§ **TASK TO CARRY OUT**:
Pull every line containing the word "street" from the records.

(Saved entries)

------------------------------

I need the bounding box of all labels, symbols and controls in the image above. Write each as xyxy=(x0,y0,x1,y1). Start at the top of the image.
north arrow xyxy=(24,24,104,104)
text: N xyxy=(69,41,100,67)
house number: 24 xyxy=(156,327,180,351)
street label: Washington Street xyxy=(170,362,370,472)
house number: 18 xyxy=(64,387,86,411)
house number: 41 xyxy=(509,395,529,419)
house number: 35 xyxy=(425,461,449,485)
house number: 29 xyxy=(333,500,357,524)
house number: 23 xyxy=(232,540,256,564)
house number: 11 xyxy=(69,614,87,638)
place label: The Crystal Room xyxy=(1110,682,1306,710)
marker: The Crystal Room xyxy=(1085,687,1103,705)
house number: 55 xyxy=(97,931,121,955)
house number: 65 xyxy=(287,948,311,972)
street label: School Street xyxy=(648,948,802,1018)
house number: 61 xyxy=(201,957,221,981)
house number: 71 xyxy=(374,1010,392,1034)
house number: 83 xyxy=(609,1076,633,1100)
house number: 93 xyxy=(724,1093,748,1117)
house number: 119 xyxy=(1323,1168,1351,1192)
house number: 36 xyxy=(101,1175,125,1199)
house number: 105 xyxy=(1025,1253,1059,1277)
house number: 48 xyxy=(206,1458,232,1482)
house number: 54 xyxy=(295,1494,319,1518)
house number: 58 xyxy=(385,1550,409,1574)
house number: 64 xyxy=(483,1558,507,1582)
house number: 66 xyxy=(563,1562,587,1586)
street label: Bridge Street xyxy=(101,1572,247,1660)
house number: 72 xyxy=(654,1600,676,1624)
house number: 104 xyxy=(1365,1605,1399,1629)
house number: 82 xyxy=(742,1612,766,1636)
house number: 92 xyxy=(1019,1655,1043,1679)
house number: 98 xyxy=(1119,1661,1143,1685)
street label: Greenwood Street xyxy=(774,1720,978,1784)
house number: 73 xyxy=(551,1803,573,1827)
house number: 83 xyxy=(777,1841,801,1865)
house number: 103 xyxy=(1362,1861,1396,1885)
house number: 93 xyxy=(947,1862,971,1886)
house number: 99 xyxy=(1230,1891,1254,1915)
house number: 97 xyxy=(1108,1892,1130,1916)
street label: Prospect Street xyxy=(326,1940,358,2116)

------------------------------

§ **ANSWER TO THIS EXERCISE**:
street label: Washington Street xyxy=(170,362,370,472)
street label: School Street xyxy=(648,948,802,1018)
street label: Bridge Street xyxy=(101,1572,247,1660)
street label: Greenwood Street xyxy=(774,1720,978,1784)
street label: Prospect Street xyxy=(326,1940,358,2116)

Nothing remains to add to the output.